◆ TASK OBJECTIVE ◆
Find the line containing "For a GIS import: Convert" in the entries below. Restate it and each line after it, word for word, up to and including the line containing "Task: Extract the".
** EXERCISE MATERIAL follows **
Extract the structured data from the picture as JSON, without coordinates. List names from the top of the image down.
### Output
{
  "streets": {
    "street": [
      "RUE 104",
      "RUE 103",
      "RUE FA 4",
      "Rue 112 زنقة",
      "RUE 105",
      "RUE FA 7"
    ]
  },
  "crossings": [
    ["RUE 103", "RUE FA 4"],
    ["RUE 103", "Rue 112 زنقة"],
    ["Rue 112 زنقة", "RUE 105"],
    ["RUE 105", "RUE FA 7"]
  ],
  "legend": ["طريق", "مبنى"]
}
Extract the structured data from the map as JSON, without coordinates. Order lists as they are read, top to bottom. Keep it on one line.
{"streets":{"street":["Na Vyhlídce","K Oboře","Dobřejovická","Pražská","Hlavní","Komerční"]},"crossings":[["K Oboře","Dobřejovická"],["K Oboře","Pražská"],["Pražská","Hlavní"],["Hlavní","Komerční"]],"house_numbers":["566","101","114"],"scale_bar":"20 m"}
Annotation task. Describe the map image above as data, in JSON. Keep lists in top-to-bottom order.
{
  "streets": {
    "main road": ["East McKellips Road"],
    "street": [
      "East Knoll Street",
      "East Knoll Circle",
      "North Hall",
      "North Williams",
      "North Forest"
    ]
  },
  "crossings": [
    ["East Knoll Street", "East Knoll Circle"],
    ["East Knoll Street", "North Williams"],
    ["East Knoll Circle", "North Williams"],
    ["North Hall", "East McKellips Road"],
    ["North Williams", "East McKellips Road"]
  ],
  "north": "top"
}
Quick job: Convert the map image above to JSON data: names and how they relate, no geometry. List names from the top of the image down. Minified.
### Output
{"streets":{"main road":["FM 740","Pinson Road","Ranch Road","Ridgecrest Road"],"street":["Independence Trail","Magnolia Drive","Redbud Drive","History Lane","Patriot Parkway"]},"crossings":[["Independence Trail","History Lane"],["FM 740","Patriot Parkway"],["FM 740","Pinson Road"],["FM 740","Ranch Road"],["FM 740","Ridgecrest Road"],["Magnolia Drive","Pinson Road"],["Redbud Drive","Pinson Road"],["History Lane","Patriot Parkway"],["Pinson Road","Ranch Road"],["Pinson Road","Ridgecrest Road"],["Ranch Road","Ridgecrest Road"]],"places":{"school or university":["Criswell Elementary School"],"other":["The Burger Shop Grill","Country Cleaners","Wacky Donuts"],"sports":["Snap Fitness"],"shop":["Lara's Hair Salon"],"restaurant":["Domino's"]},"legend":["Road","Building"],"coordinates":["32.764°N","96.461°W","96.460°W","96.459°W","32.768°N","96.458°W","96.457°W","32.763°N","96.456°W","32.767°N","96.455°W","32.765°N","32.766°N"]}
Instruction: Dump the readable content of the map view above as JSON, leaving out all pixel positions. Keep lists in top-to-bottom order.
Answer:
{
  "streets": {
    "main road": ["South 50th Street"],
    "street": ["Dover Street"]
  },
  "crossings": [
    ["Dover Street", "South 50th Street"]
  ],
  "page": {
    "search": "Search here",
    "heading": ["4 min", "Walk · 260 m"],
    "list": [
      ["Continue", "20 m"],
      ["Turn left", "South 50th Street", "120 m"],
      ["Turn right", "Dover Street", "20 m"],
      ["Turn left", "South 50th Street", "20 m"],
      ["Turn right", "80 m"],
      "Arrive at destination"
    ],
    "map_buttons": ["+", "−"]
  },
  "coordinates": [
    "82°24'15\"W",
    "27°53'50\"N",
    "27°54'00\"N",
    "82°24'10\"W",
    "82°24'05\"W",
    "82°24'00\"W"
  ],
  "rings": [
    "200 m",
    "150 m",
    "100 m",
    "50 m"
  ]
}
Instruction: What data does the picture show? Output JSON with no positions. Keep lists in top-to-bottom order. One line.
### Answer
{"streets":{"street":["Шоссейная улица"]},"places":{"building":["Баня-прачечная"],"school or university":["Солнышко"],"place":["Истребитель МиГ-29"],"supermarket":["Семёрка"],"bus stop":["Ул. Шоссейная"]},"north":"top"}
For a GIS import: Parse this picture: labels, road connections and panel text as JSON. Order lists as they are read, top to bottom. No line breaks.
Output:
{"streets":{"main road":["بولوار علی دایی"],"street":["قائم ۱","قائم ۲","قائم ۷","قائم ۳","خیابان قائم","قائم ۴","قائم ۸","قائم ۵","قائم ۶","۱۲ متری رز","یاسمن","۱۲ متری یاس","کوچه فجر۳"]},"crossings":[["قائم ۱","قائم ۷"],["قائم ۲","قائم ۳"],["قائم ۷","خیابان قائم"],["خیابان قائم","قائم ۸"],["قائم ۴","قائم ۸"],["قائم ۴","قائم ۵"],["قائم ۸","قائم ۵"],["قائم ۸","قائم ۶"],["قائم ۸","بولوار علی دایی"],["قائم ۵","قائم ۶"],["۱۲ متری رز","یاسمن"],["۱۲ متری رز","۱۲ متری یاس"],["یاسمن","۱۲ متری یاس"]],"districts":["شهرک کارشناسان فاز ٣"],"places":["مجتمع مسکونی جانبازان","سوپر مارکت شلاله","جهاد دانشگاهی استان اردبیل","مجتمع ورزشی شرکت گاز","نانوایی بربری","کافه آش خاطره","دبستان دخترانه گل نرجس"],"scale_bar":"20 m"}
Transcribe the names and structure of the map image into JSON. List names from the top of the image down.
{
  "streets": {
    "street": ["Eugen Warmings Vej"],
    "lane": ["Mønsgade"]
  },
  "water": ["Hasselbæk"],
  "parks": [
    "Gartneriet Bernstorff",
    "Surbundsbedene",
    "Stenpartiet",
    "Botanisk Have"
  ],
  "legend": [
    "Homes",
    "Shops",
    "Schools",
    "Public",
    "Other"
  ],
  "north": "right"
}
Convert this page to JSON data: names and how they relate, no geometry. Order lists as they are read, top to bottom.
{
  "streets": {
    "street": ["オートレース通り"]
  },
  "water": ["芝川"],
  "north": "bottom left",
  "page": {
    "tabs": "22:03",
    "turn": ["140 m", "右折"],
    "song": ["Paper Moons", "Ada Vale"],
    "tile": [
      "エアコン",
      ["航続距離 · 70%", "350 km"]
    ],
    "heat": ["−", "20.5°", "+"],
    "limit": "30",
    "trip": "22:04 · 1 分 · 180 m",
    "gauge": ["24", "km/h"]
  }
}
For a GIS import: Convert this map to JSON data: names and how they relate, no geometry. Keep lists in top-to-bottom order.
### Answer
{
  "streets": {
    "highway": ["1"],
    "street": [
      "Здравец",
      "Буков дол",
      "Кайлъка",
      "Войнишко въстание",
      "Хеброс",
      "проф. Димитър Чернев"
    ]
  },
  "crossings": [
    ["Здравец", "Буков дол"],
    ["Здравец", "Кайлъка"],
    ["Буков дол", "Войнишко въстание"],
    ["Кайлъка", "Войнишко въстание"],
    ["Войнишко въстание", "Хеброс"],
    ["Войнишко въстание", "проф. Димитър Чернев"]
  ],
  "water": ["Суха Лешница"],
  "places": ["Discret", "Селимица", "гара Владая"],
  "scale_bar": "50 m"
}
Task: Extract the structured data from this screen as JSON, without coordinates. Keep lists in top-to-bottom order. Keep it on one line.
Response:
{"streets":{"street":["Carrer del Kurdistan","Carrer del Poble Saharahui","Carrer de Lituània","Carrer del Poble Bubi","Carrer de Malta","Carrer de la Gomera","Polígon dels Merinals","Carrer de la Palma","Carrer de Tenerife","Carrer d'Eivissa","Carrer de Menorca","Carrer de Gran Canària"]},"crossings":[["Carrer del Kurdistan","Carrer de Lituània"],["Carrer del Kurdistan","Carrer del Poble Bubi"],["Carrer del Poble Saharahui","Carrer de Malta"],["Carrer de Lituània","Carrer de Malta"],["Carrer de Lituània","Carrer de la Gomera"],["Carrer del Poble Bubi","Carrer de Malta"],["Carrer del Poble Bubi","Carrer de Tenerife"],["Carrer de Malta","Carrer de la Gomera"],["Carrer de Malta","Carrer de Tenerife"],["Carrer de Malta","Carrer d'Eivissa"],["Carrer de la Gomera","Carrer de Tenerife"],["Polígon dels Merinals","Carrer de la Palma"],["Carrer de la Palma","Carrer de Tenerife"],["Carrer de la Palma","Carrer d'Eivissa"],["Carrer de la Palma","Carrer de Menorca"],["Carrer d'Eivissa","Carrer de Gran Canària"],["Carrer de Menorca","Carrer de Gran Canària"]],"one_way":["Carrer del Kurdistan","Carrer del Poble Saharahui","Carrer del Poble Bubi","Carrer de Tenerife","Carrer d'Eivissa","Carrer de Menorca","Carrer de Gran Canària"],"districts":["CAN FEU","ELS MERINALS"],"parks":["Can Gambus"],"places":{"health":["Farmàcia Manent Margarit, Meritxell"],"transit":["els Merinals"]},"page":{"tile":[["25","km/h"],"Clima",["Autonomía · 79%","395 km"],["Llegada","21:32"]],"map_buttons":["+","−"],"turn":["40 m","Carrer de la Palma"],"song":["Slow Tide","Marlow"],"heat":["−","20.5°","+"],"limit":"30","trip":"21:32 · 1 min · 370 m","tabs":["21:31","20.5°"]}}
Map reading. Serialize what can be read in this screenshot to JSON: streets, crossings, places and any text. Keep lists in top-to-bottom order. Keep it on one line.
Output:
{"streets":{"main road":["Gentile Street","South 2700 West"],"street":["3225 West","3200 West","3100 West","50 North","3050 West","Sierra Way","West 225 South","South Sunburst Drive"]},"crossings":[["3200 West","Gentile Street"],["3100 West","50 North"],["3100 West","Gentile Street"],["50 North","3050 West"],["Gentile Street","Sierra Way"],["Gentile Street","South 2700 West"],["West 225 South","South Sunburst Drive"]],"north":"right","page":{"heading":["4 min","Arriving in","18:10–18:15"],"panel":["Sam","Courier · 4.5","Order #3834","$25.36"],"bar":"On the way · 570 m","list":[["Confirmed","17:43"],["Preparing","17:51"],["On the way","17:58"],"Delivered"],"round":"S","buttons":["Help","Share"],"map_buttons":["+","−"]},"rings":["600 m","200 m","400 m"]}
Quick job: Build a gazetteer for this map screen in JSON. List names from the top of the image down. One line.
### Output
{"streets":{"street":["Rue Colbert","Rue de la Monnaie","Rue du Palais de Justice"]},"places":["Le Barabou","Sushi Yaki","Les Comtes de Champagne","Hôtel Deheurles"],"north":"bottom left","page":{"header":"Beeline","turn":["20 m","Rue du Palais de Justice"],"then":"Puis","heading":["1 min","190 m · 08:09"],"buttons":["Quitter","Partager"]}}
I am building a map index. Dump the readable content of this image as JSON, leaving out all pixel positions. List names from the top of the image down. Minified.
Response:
** End of EXERCISE MATERIAL **
◆ ANSWER TO THE PROBLEM ◆
For a GIS import: Convert this map to JSON data: names and how they relate, no geometry. Keep lists in top-to-bottom order.
### Answer
{
  "streets": {
    "highway": ["1"],
    "street": [
      "Здравец",
      "Буков дол",
      "Кайлъка",
      "Войнишко въстание",
      "Хеброс",
      "проф. Димитър Чернев"
    ]
  },
  "crossings": [
    ["Здравец", "Буков дол"],
    ["Здравец", "Кайлъка"],
    ["Буков дол", "Войнишко въстание"],
    ["Кайлъка", "Войнишко въстание"],
    ["Войнишко въстание", "Хеброс"],
    ["Войнишко въстание", "проф. Димитър Чернев"]
  ],
  "water": ["Суха Лешница"],
  "places": ["Discret", "Селимица", "гара Владая"],
  "scale_bar": "50 m"
}
Task: Extract the structured data from this screen as JSON, without coordinates. Keep lists in top-to-bottom order. Keep it on one line.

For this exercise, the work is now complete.